> Problem details
Please report how many lines below contain "strokeStyle", writing nothing except the number.

> Material shown
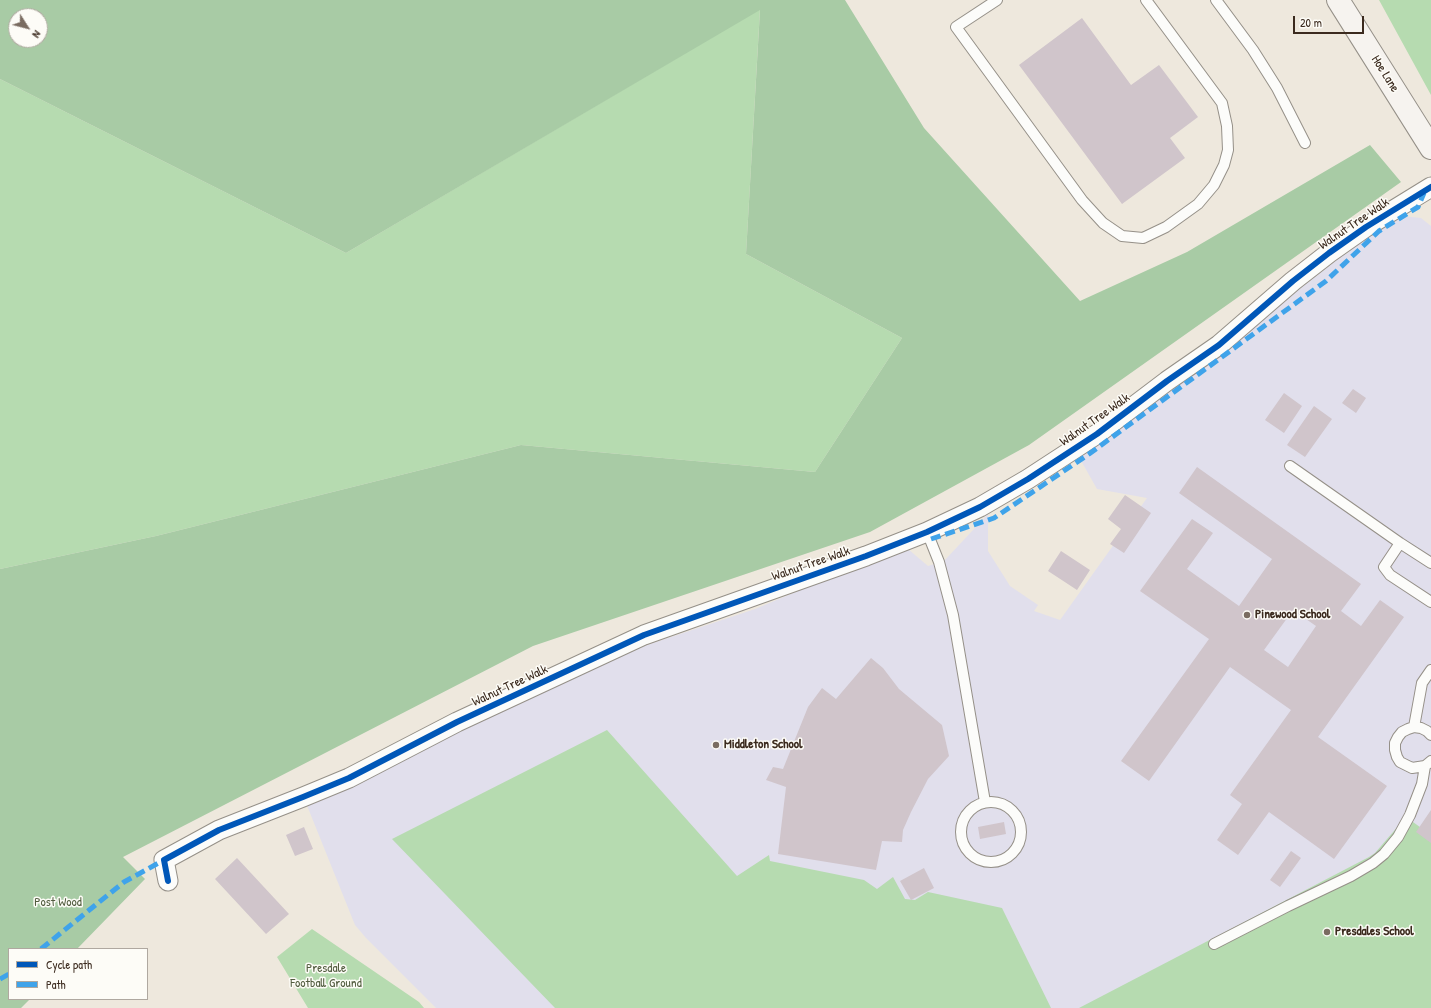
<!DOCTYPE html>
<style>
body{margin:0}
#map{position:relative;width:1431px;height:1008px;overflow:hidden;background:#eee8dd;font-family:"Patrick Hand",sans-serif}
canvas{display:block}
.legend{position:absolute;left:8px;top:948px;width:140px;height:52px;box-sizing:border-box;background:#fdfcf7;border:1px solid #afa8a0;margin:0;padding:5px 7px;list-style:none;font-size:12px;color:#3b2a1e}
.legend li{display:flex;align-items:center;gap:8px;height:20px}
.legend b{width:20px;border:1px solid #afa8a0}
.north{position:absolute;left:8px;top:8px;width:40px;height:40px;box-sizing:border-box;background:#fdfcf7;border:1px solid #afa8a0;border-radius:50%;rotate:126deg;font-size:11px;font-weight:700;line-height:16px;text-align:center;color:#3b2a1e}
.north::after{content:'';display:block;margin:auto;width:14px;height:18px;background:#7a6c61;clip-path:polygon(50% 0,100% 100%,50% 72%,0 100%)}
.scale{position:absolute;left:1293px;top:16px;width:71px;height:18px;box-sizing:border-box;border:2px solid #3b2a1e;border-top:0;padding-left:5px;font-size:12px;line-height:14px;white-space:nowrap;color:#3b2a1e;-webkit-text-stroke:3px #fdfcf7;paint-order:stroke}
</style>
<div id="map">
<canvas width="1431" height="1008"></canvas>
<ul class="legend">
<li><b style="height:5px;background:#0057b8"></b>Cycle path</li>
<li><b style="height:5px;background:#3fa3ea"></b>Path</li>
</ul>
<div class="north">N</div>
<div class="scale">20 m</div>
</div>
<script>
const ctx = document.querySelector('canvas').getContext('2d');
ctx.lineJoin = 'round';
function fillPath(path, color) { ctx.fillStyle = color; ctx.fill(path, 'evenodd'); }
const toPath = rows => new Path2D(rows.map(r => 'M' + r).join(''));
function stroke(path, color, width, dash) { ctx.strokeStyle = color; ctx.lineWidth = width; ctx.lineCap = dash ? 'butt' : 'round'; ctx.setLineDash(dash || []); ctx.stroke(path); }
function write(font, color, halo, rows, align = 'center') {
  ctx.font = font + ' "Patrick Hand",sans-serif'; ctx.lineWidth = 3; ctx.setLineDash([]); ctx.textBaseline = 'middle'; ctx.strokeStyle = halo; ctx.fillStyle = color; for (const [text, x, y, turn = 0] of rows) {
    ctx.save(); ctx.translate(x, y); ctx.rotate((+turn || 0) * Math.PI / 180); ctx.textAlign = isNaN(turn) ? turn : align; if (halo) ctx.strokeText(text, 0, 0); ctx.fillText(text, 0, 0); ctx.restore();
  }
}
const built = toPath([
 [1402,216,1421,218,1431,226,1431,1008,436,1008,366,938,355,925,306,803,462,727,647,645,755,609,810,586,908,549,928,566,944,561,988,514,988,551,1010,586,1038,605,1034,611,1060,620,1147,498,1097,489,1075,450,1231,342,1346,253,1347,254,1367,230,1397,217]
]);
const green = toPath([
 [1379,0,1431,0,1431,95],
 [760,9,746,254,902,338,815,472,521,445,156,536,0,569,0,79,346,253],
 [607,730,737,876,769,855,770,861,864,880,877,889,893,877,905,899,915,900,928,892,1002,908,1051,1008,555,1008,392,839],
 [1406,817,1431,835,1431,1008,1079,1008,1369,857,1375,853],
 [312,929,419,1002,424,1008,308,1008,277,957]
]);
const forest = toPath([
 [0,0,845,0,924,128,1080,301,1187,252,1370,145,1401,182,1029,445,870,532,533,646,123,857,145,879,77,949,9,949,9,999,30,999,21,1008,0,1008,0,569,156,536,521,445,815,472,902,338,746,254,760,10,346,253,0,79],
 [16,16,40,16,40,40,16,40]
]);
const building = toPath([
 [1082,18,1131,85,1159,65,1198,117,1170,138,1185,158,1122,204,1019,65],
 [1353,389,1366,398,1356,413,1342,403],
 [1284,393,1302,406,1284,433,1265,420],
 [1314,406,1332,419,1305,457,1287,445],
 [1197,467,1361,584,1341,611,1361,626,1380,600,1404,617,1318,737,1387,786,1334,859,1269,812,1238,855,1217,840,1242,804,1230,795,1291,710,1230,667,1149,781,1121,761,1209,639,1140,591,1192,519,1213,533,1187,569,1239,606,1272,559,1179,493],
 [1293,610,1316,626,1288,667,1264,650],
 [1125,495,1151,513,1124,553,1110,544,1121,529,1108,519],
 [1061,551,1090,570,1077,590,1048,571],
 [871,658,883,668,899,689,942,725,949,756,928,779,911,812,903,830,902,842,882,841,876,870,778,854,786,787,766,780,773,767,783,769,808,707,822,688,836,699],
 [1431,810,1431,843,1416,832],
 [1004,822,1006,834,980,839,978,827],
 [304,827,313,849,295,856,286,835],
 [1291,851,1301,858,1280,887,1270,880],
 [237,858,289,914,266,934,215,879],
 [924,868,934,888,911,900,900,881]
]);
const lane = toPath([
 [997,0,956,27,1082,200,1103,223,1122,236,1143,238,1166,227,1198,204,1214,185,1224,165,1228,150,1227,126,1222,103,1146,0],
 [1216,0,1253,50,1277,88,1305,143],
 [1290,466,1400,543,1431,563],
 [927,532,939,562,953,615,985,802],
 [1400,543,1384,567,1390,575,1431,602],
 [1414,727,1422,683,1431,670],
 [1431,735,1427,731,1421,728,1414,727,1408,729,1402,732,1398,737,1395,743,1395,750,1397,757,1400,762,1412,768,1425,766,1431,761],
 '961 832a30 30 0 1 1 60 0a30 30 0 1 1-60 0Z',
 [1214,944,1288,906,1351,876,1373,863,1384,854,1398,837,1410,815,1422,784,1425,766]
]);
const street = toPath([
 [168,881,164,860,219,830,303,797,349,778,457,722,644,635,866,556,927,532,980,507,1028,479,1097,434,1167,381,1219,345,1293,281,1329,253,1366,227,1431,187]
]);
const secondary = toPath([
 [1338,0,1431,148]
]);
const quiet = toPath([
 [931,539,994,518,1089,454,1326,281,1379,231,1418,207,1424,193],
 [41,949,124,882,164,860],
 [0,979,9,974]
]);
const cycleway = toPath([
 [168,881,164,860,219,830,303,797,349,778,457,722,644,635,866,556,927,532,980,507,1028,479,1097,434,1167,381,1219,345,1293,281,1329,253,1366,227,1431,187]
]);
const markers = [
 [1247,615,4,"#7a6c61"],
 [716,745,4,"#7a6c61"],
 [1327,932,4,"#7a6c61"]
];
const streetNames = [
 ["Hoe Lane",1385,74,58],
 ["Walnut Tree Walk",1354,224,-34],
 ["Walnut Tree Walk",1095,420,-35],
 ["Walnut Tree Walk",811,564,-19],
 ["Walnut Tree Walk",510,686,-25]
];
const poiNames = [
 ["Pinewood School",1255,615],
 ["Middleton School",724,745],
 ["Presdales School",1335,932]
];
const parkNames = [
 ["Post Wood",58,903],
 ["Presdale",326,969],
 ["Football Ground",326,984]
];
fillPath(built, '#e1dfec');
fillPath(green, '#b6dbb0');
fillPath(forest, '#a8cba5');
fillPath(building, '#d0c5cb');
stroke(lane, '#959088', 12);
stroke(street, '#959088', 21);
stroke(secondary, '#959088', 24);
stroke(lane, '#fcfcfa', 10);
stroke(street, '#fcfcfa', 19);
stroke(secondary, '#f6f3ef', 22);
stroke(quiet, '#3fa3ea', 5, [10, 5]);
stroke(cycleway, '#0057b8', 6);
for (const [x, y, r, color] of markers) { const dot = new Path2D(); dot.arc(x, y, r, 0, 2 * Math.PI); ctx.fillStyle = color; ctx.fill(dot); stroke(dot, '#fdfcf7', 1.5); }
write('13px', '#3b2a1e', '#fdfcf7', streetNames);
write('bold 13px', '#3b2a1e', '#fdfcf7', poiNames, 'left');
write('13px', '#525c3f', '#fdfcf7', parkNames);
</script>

> Answer box
2